Cognition System
A Cognition System is a physical system that provides a cognitive agent the ability to solve cognition tasks.
- Context:
- It can be supported by Cognition Subsystems (such as working memory and a reasoning system).
- It can be associated to a Cognitive Ability Level.
- …
- Example(s):
- a Human Brain.
- …
- Counter-Example(s):
- a Dog Brain.
- See: Cognitive, Mind, Consciousness, Attention, Working Memory, Language, Learning, Reason, Problem Solving, Decision Making, Psychology, Cognitive Science, Information Processing, Embodied Cognition.
References
2016
- https://www.aclweb.org/portal/content/international-symposium-abstract-concepts
- QUOTE: Supported by an extensive body of empirical research, the embodied account of cognition argues that cognition (and therefore language) is tightly related to perceptual and motoric experience.
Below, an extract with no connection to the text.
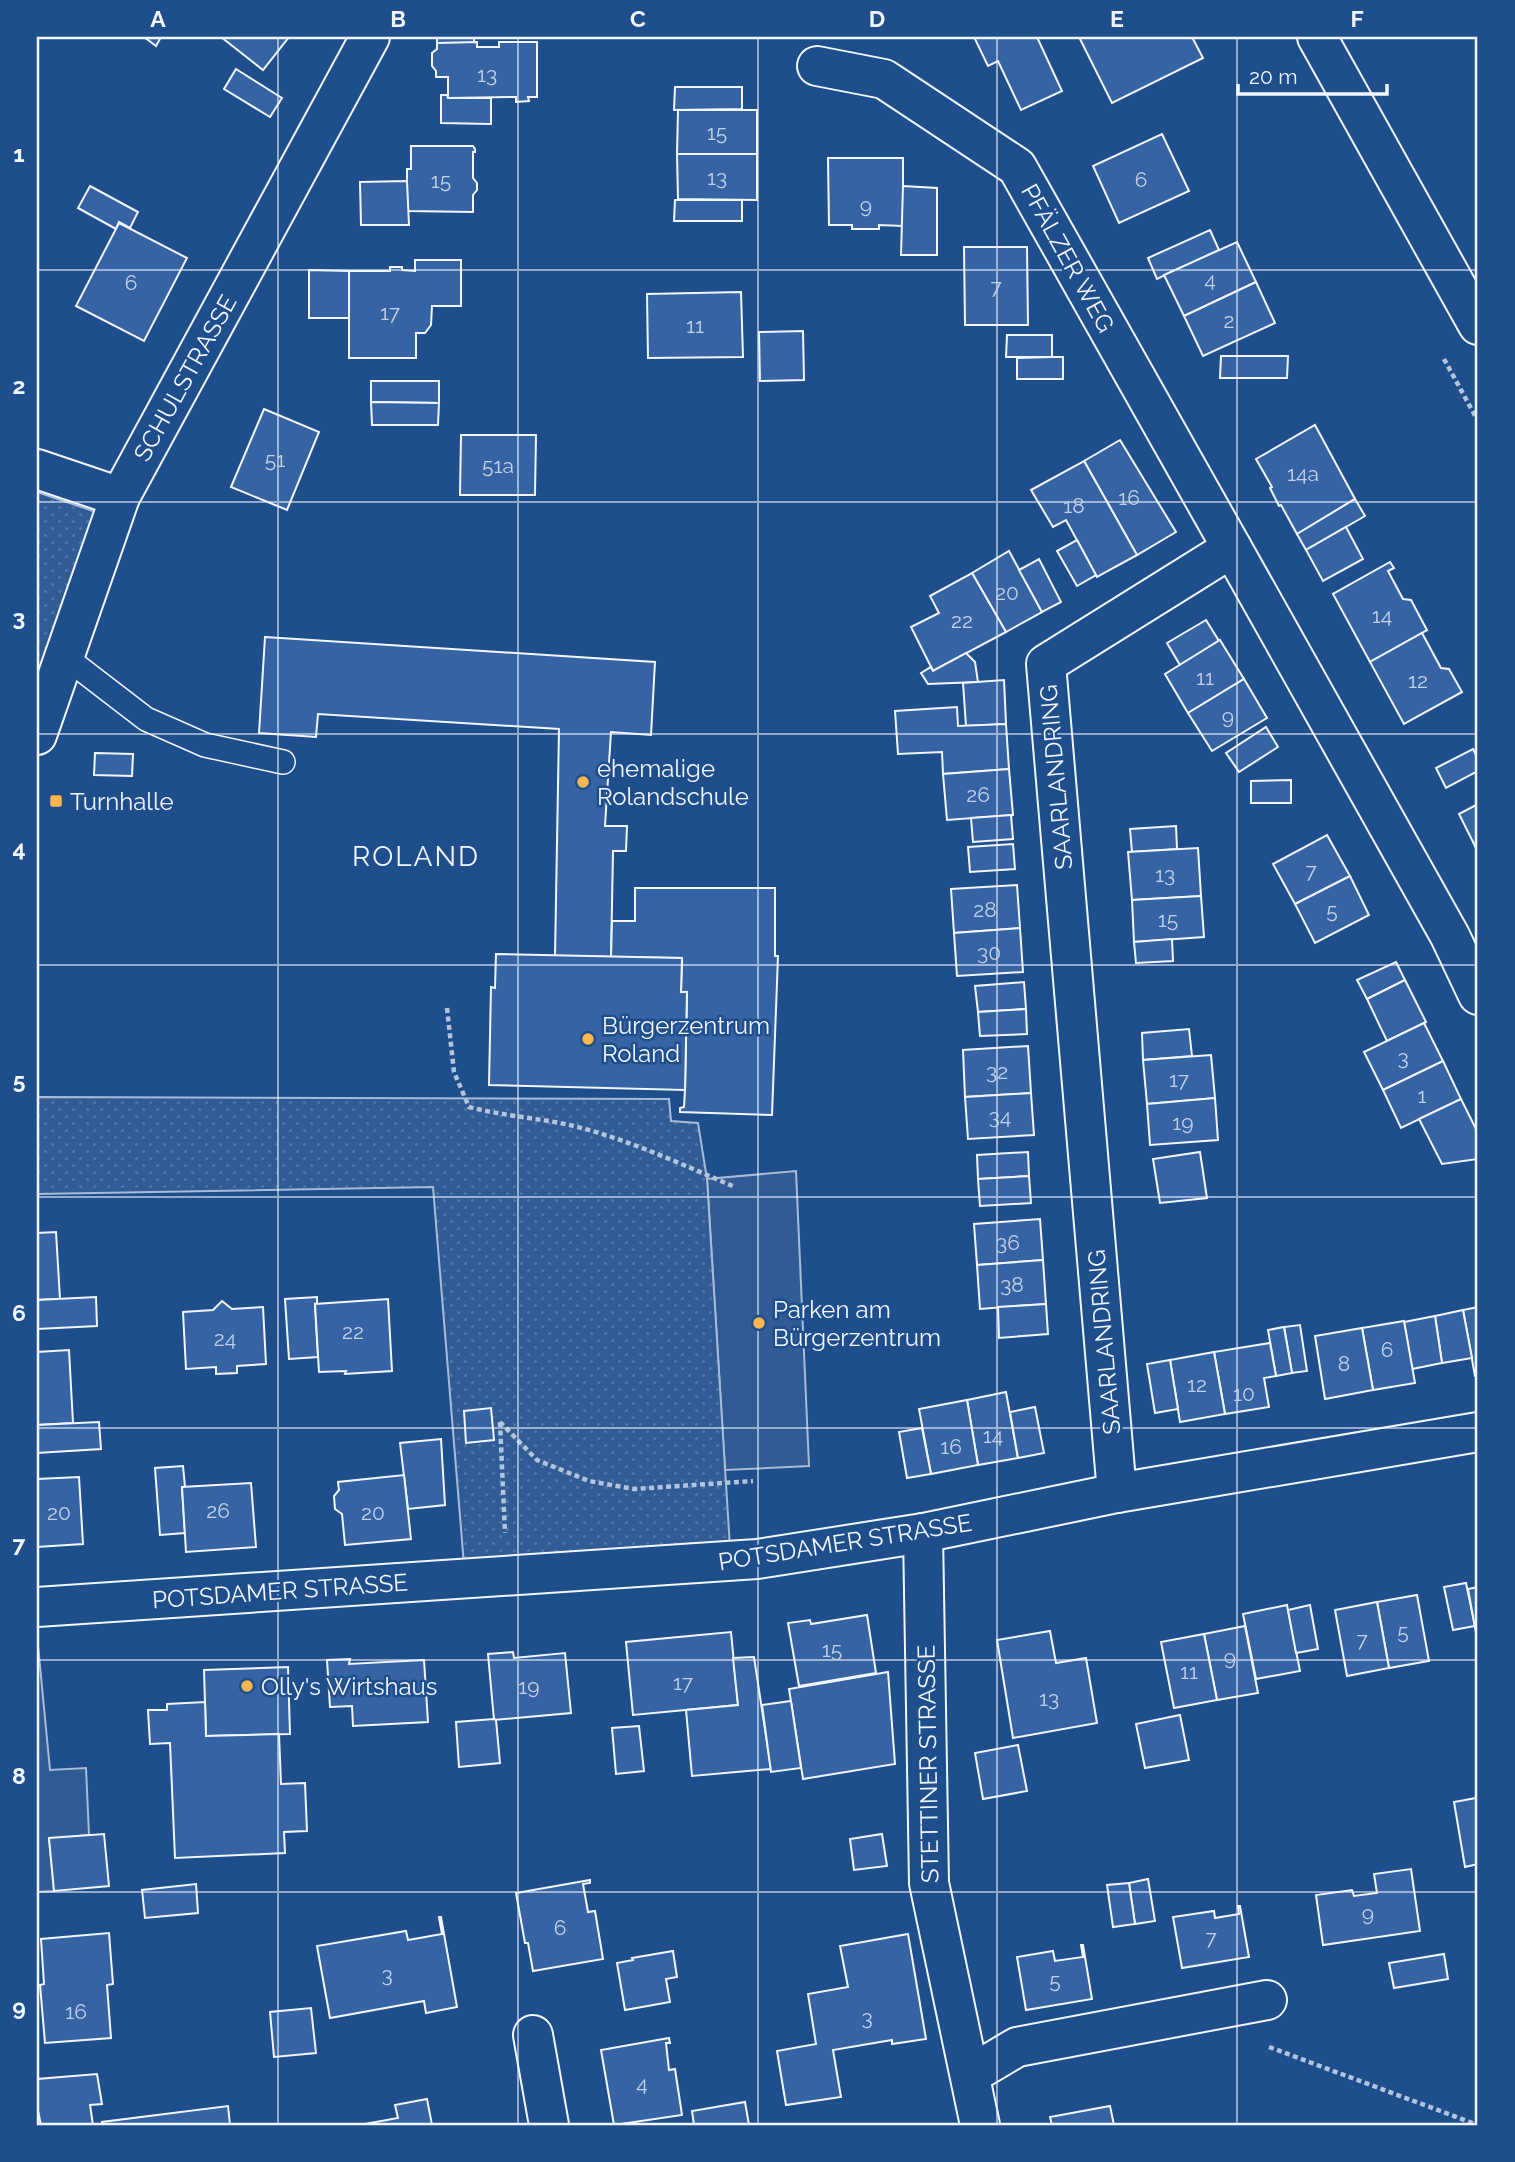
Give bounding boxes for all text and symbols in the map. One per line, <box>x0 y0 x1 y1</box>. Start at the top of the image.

However, the Achille heel of the embodied account of cognition is precisely the (still debated) nature, structure, processing, and modeling of abstract concepts. In particular: how does perceptual experience affect our understanding and semantic representation of abstract concepts (idea, theory, argument), which by definition lack perceptual referents?
2015
- (Wikipedia, 2015) ⇒ http://en.wikipedia.org/wiki/cognition Retrieved:2015-1-2.
- In science, cognition is the set of all mental abilities and processes related to knowledge: attention, memory & working memory, judgement & evaluation, reasoning & “computation", problem solving & decision making, comprehension & production of language, etc. Human cognition is conscious and unconscious, concrete or abstract, as well as intuitive (like knowledge of a language) and conceptual (like a model of a language). Cognitive processes use existing knowledge and generate new knowledge.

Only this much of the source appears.